═══ DATA LISTING ═══

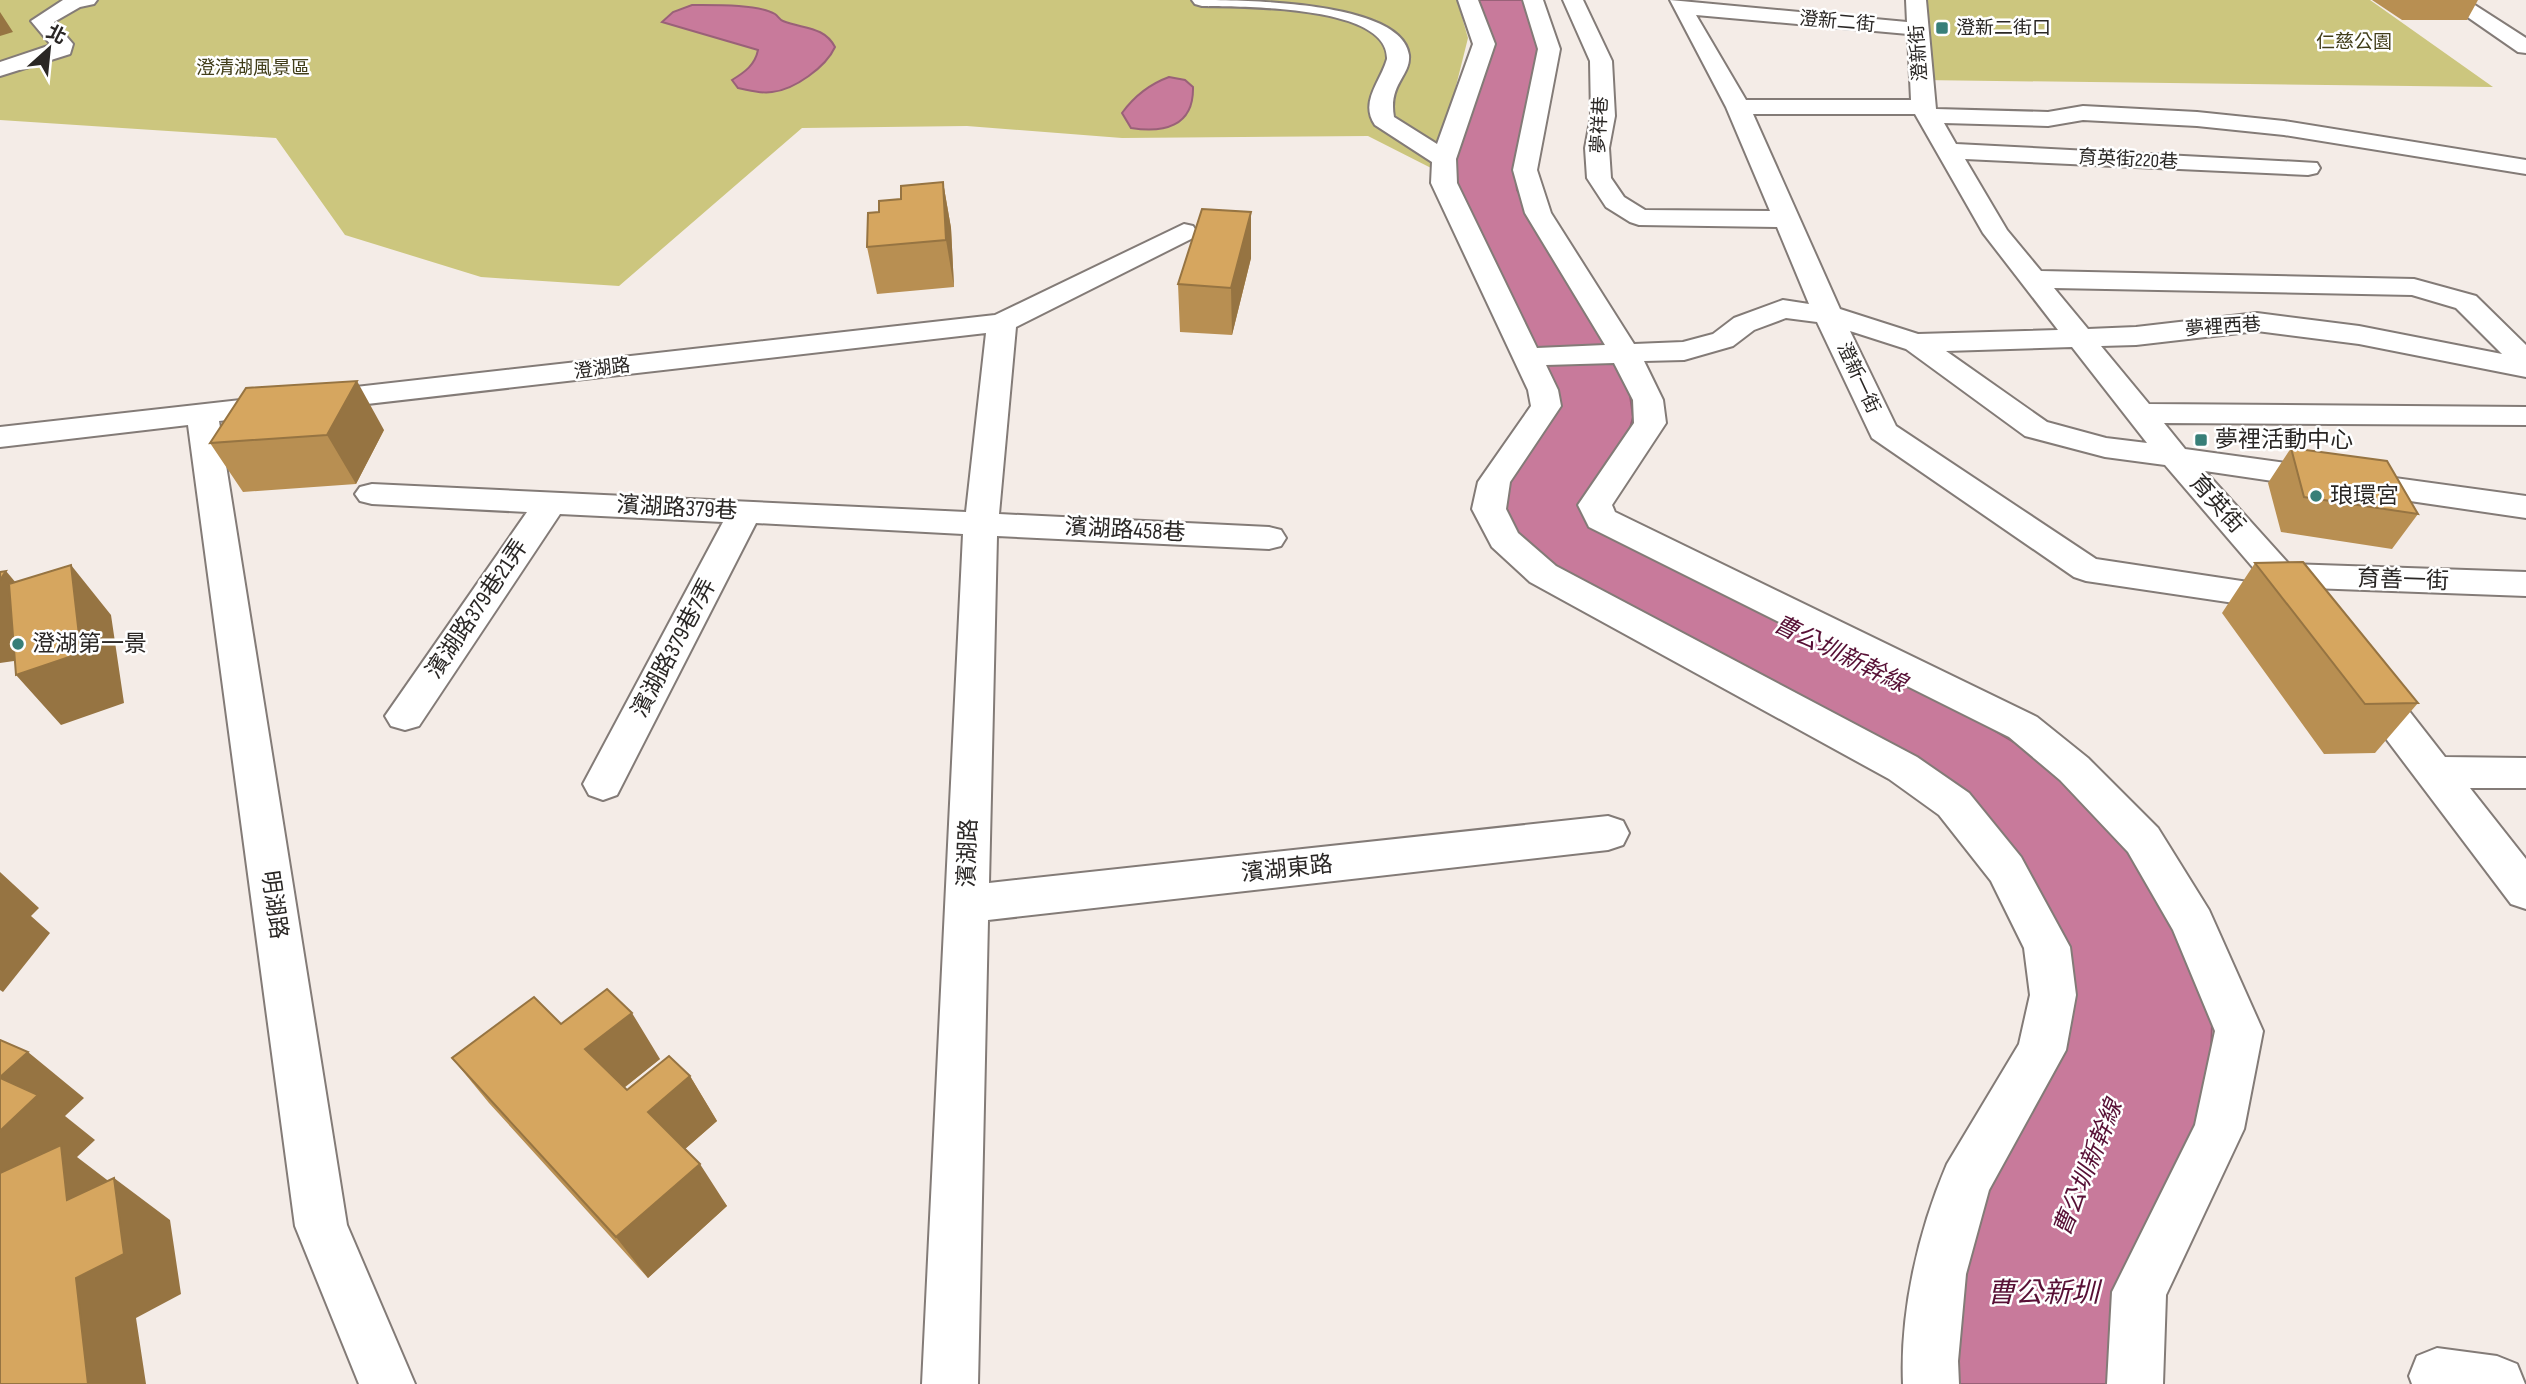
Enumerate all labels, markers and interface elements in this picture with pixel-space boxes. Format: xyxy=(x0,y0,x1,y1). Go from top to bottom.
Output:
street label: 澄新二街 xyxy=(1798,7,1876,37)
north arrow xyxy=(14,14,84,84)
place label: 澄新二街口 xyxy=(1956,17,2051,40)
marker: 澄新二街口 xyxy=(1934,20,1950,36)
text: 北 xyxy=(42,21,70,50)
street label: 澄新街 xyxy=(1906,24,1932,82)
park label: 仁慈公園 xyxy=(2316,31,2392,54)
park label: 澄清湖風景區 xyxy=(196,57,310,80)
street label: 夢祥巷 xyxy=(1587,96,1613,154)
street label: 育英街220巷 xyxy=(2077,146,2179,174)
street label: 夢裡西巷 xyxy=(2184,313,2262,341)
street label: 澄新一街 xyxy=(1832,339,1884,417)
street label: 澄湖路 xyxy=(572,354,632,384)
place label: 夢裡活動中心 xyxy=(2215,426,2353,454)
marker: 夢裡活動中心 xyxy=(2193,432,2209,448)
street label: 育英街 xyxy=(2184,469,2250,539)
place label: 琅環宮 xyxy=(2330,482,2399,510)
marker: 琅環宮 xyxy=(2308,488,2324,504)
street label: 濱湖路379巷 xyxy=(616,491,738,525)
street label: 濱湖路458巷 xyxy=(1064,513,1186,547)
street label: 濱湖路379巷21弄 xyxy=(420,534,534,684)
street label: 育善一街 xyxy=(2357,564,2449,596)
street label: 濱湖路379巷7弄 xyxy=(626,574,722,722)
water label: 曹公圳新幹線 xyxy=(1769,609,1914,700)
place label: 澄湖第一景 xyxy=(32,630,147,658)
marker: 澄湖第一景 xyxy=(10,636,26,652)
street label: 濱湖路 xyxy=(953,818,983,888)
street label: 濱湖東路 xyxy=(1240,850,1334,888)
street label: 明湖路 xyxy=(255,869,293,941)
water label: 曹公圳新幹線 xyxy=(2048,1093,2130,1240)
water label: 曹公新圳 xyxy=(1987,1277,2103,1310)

═══

Collect the complete line wherever the string "夢裡活動中心" appears in the records.

### REPLY TO THE TASK
place label: 夢裡活動中心 xyxy=(2215,426,2353,454)
marker: 夢裡活動中心 xyxy=(2193,432,2209,448)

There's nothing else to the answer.